CRANBURY, N.J. (DTN) -- Spurred on by the promise of increased coronavirus vaccinations, nearest delivered oil futures on the New York Mercantile Exchange and Brent crude on the Intercontinental Exchange rallied to another set of fresh highs Friday afternoon. The international Brent crude benchmark settled above $52 barrel (bbl) for the first time since late February and the U.S. West Texas Intermediate benchmark inched closer to $50 bbl with a $49.10 settlement.
Expectations that the U.S. Food and Drug Administration would later Friday grant Moderna an Emergency Use Authorization for its COVID-19 vaccine continued to have oil futures traders looking toward a demand recovery in 2021, with approval setting the stage for distribution of the drug early next week.
Moderna is one week behind rival Pfizer, which rolled out vaccines this week. U.S. Vice President Mike Pence received vaccination earlier Friday. Pfizer also said on Thursday production of its vaccine was advancing quickly, expecting to deliver 1.3 billion doses in 2021.

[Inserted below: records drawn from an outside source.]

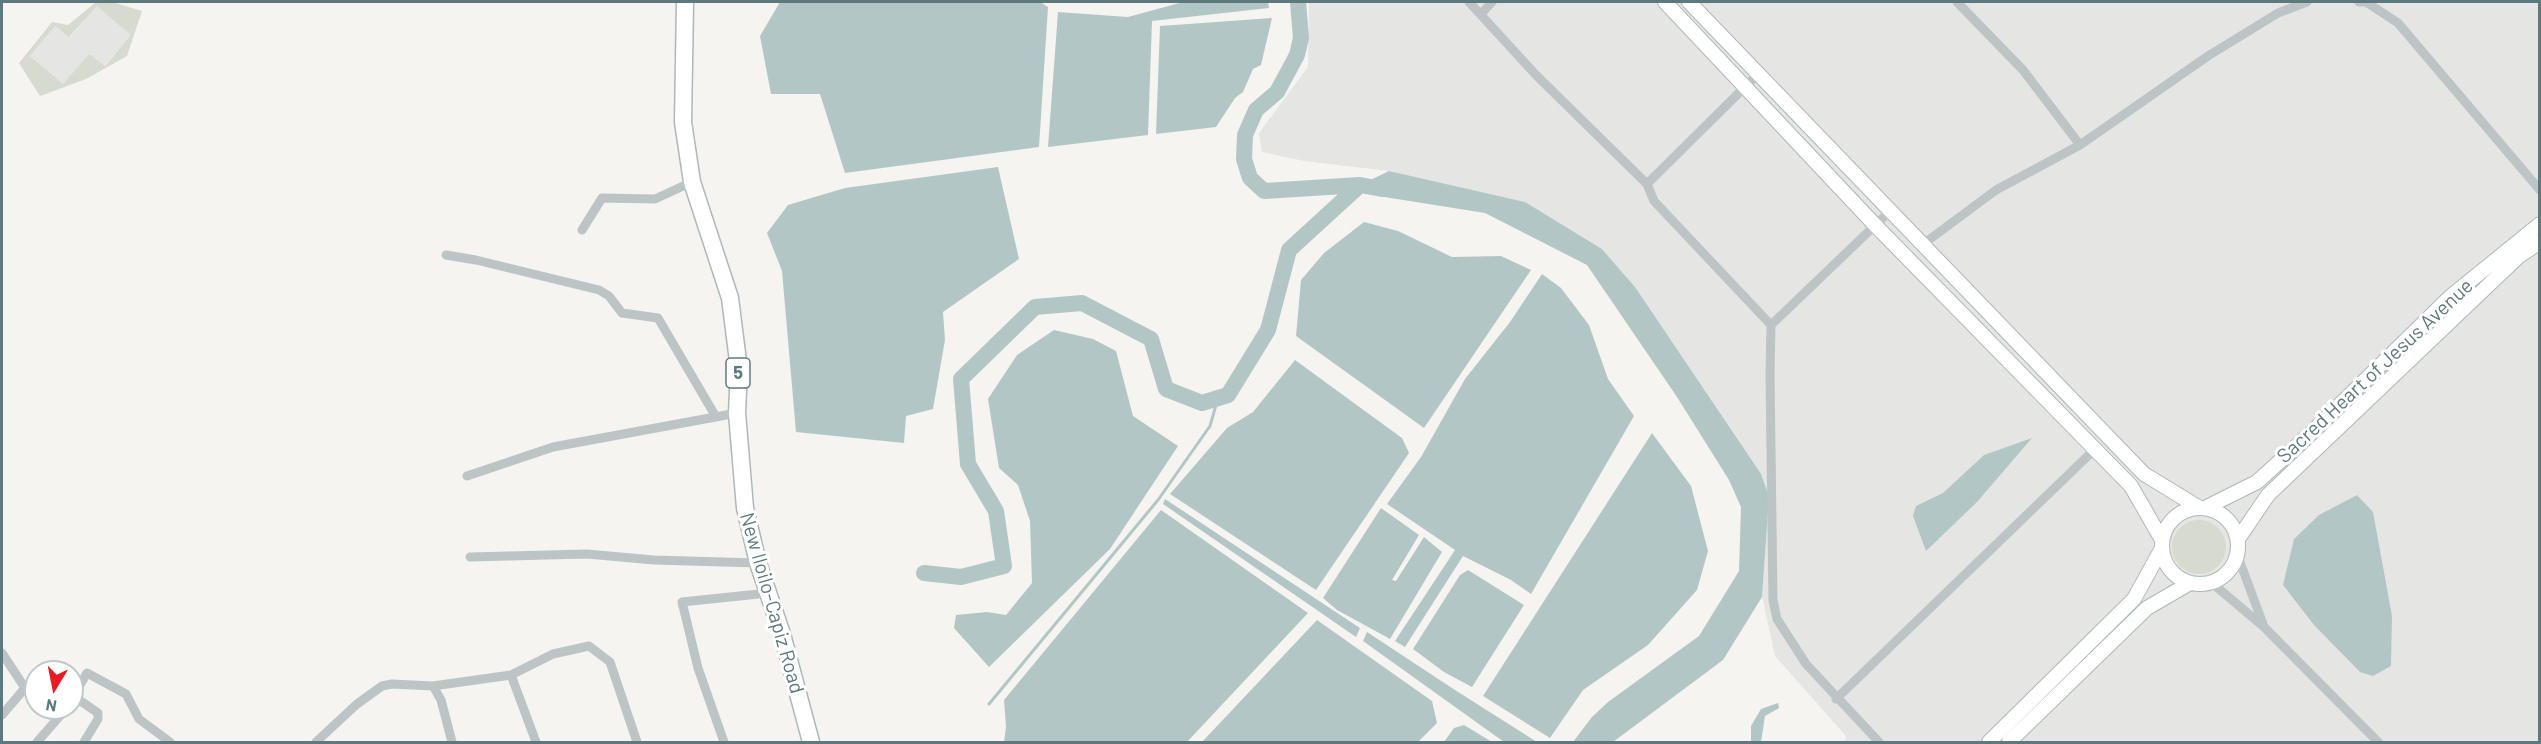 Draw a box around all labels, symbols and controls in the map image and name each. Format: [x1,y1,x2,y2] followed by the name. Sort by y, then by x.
[2272,274,2478,468] street label: Sacred Heart of Jesus Avenue
[726,358,750,388] road number: 5
[735,510,809,696] street label: New Iloilo-Capiz Road
[24,660,84,720] north arrow
[44,696,58,717] text: N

NYMEX January WTI futures settled up $0.74 at $49.10 bbl with the February contract at a narrower $0.14 contango ahead of the January contract's expiration Monday afternoon. ICE February Brent crude futures settled at parity with March delivery at $52.26 bbl; the forward curve again moved into a very tight backwardated market structure.
NYMEX January and February ULSD futures also ended the session at parity at $1.5130 gallon with the January contract up 1.78 cents and February gaining 1.63 cents. ULSD's January to June calendar spreads are in a tight 18-point spread as a contango market structure unwinds.
NYMEX January RBOB futures gained for a fifth consecutive session Friday, up 0.75 cents to a $1.3956 gallon settlement, just three points shy of the $1.3959 August high. The gasoline contract rallied 8.44 cents or 6.5% on the week, with the backwardation in the prompt spread narrowing 18 points to 0.46 cents.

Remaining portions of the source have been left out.